He withdrew his head and slipped his feet through instead. Then, twisting about with his back toward the inside, he pulled the upper part of his body through.
For a minute he stood near the opening, not knowing quite what to do next. He had a strange, uneasy feeling that somebody was watching him. Perhaps it would be better if he put the trap door back into place. Then if the man who made it should come by outside, he wouldn’t notice anything different and he’d go away.
But after he had the trap door back in its place, he was a little sorry that he’d done it. It was pitch-black in the room now. He felt in his pocket and found a package of book matches. He tore one loose and struck it. The flame seemed very feeble, but it gave him a few moments to look around the room. He noticed the papers scattered about the floor and saw that the filing cabinet near him had been emptied, and the drawers left leaning against the wall.
It was clear to the boy that someone had been searching through the papers of the old Rorth Glassworks.
When the match had burned out he wet his finger and cooled the hot end and dropped the match to the floor.
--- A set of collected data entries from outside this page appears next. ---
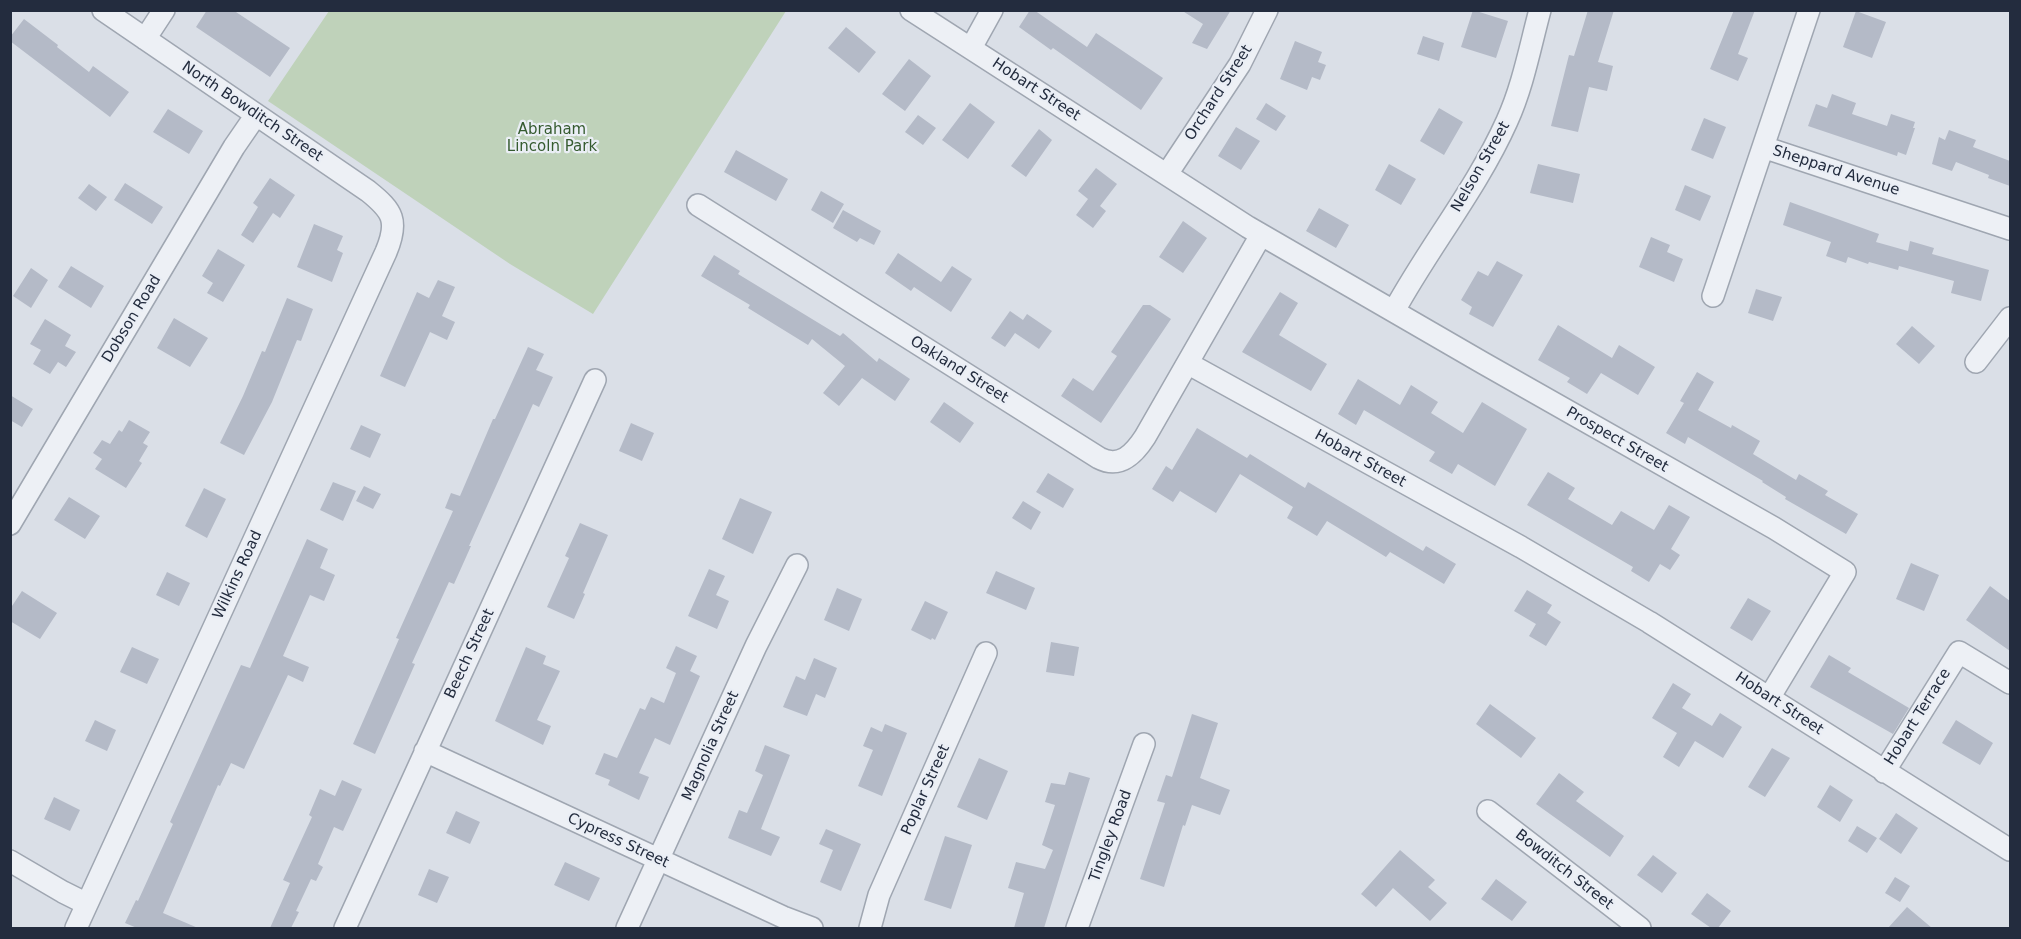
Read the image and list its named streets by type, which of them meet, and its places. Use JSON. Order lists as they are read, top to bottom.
{
  "streets": {
    "street": [
      "Hobart Street",
      "Orchard Street",
      "North Bowditch Street",
      "Nelson Street",
      "Sheppard Avenue",
      "Dobson Road",
      "Oakland Street",
      "Prospect Street",
      "Wilkins Road",
      "Beech Street",
      "Hobart Terrace",
      "Magnolia Street",
      "Poplar Street",
      "Tingley Road",
      "Cypress Street",
      "Bowditch Street"
    ]
  },
  "crossings": [
    ["Hobart Street", "Orchard Street"],
    ["Hobart Street", "Oakland Street"],
    ["Hobart Street", "Prospect Street"],
    ["Hobart Street", "Hobart Terrace"],
    ["North Bowditch Street", "Dobson Road"],
    ["North Bowditch Street", "Wilkins Road"],
    ["Nelson Street", "Prospect Street"],
    ["Beech Street", "Cypress Street"],
    ["Magnolia Street", "Cypress Street"]
  ],
  "parks": ["Abraham Lincoln Park"]
}
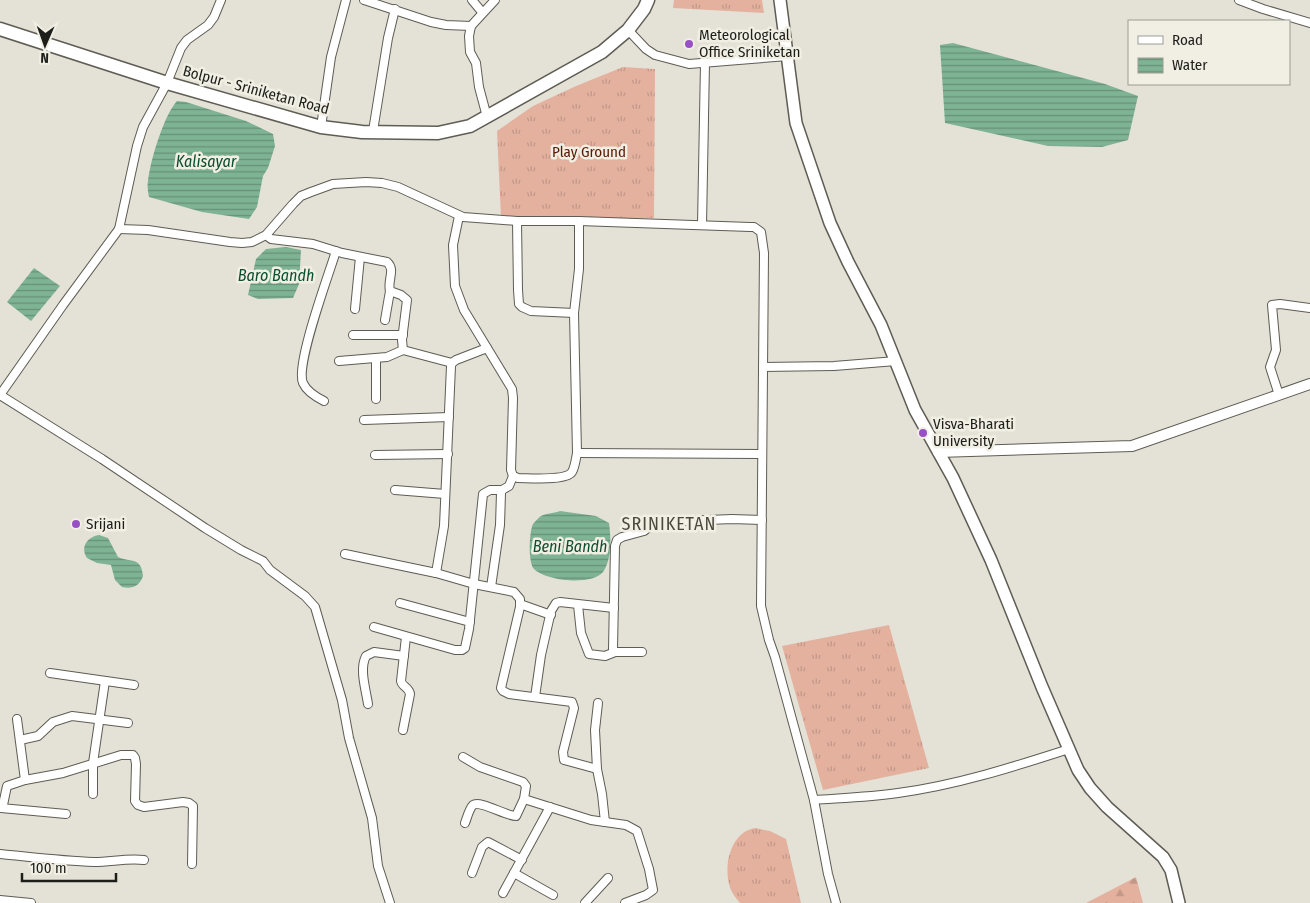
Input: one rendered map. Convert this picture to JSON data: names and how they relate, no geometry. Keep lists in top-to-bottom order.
{
  "streets": {
    "main road": ["Bolpur - Sriniketan Road"]
  },
  "districts": ["SRINIKETAN"],
  "water": ["Kalisayar", "Baro Bandh", "Beni Bandh"],
  "parks": ["Play Ground"],
  "places": ["Meteorological Office Sriniketan", "Visva-Bharati University", "Srijani"],
  "legend": ["Road", "Water"],
  "scale_bar": "100 m",
  "north": "bottom"
}
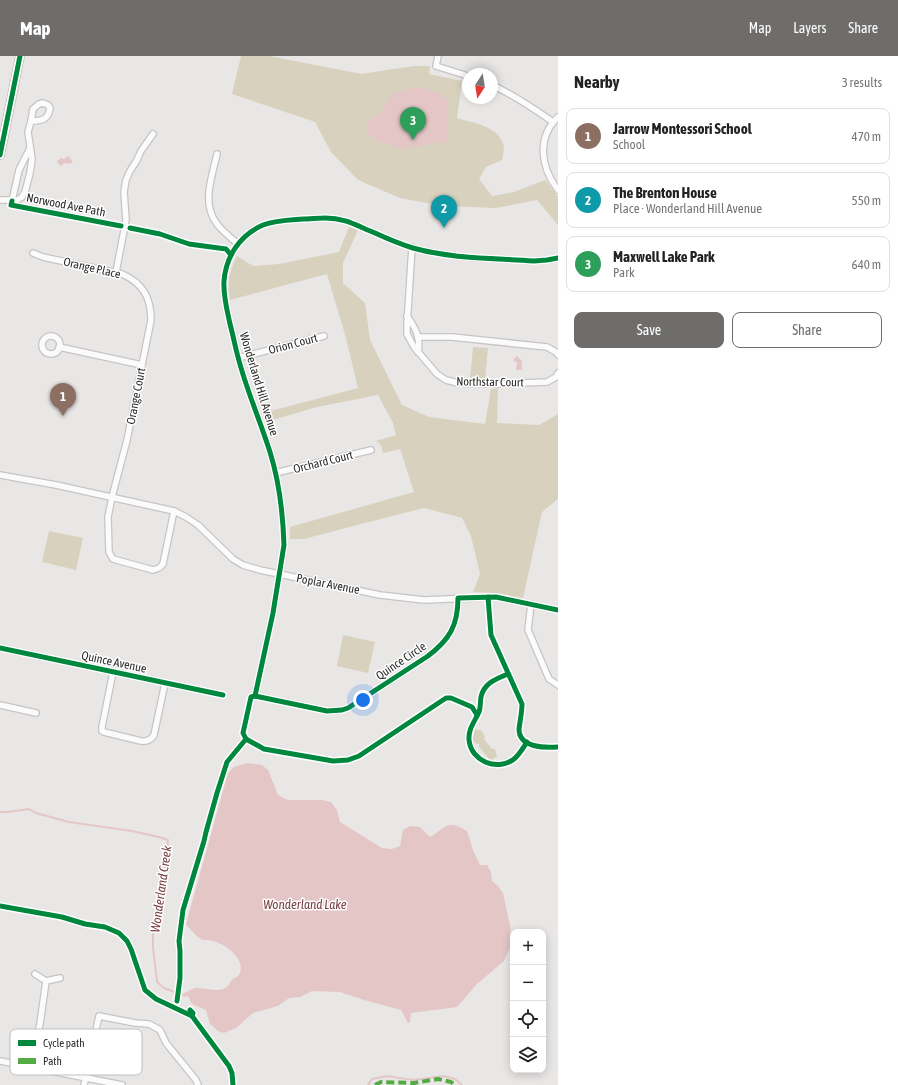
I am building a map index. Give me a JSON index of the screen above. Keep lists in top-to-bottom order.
{
  "streets": {
    "street": [
      "Orange Place",
      "Orion Court",
      "Northstar Court",
      "Wonderland Hill Avenue",
      "Orange Court",
      "Orchard Court",
      "Poplar Avenue",
      "Quince Circle",
      "Quince Avenue"
    ],
    "cycle path": ["Norwood Ave Path"]
  },
  "crossings": [
    ["Orange Place", "Orange Court"],
    ["Orion Court", "Wonderland Hill Avenue"],
    ["Northstar Court", "Wonderland Hill Avenue"],
    ["Wonderland Hill Avenue", "Orchard Court"],
    ["Wonderland Hill Avenue", "Poplar Avenue"],
    ["Wonderland Hill Avenue", "Quince Circle"],
    ["Orange Court", "Poplar Avenue"],
    ["Poplar Avenue", "Quince Circle"]
  ],
  "water": ["Wonderland Creek", "Wonderland Lake"],
  "legend": ["Cycle path", "Path"],
  "north": "bottom",
  "page": {
    "header": "Map",
    "nav": ["Map", "Layers", "Share"],
    "heading": ["Nearby", "3 results"],
    "pins": ["3", "2", "1"],
    "list": [
      {
        "mark": "1",
        "name": "Jarrow Montessori School",
        "note": "School",
        "value": "470 m"
      },
      {
        "mark": "2",
        "name": "The Brenton House",
        "note": "Place · Wonderland Hill Avenue",
        "value": "550 m"
      },
      {
        "mark": "3",
        "name": "Maxwell Lake Park",
        "note": "Park",
        "value": "640 m"
      }
    ],
    "buttons": ["Save", "Share"],
    "map_buttons": ["+", "−"]
  }
}
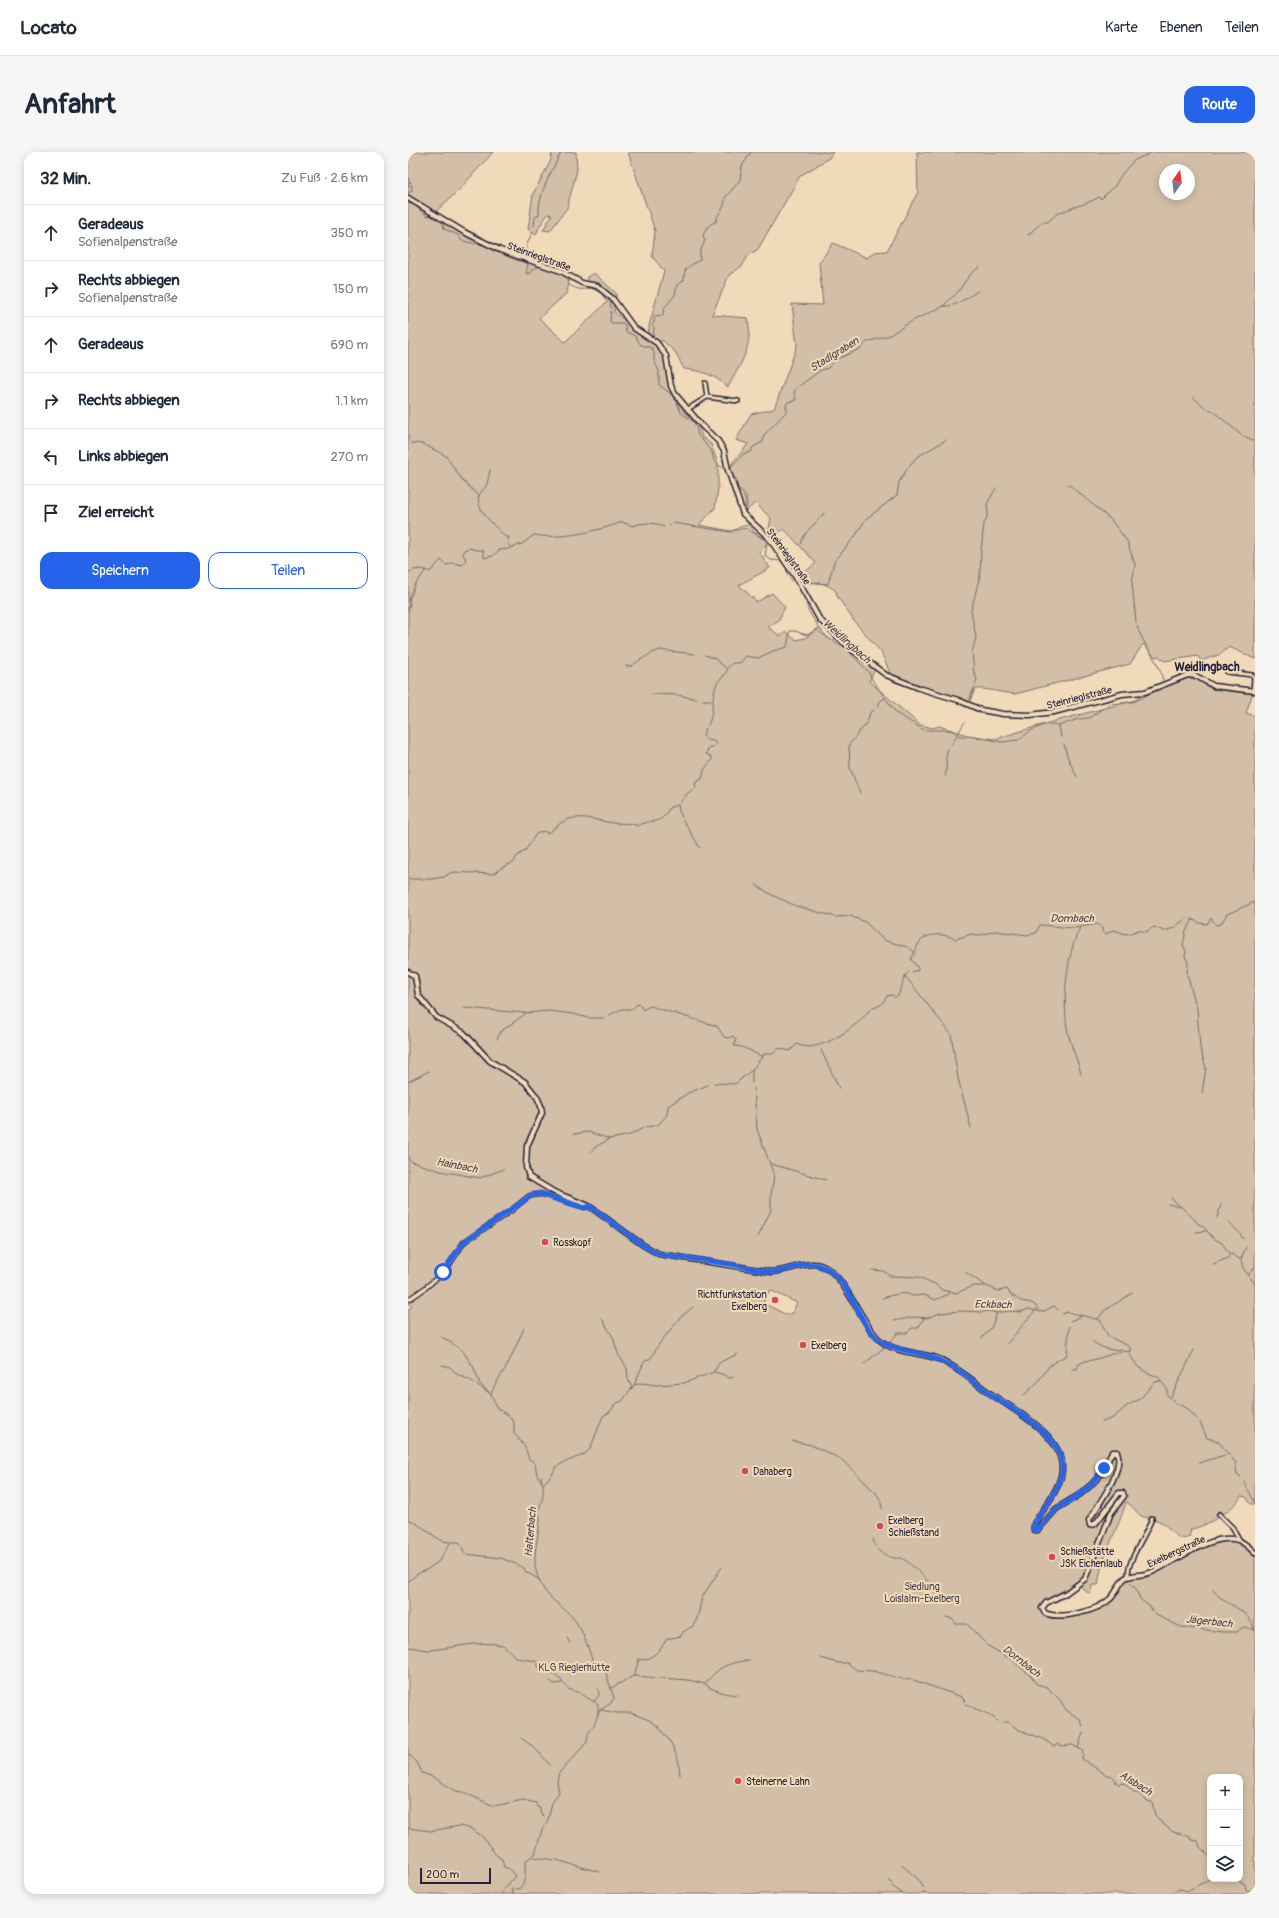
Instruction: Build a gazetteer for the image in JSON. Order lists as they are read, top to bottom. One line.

He lit another and moved toward the fireplace. His foot brushed against something. Looking down, he discovered the stub of a candle and he stooped to pick it up.
The light from the candle gave him a better view of the room. Now he could see an old leather-upholstered chair, a brass spittoon, and a metal coat rack. Raising the candle, he saw above the mantelpiece a white-bearded man with a bald head, rimmed with tufts of fluffy hair. The man looked down at him with sharp, piercing, brown eyes from a massive oak picture frame.
Ronnie backed up a few steps and the eyes seemed to follow him as he moved. “Great-great-grandfather?” he asked, but when he heard the sound of his voice he grinned at his foolishness.
He lowered the candle hastily and thrust it inside the huge opening of the fireplace. A partially decomposed mouse lay just beneath the pair of beautifully molded andirons. Ronnie poked his head inside the fireplace and looked up. The light from the candle reached almost as high as the swifts’ nest. Sure, Ronnie told himself, a powerful flashlight shining up the chimney flues could have made the weird light they had seen several evenings before.
He heard the young swifts chirping in the nest overhead and saw a single yellow beak protruding over the edge for a second or two. “I’m not going to hurt you none,” he said, and then realized that the sound of his voice would frighten the young birds even more than the light.
Ronnie backed out of the fireplace and stood for a moment or two near the center of the room, undecided on what he would do next. He wished that he hadn’t come through the trap door, but had come around and opened the regular door with his key. Then he’d have more light and could inspect the building and its furnishings more carefully. Well, he’d have time to do that when Bill and he returned.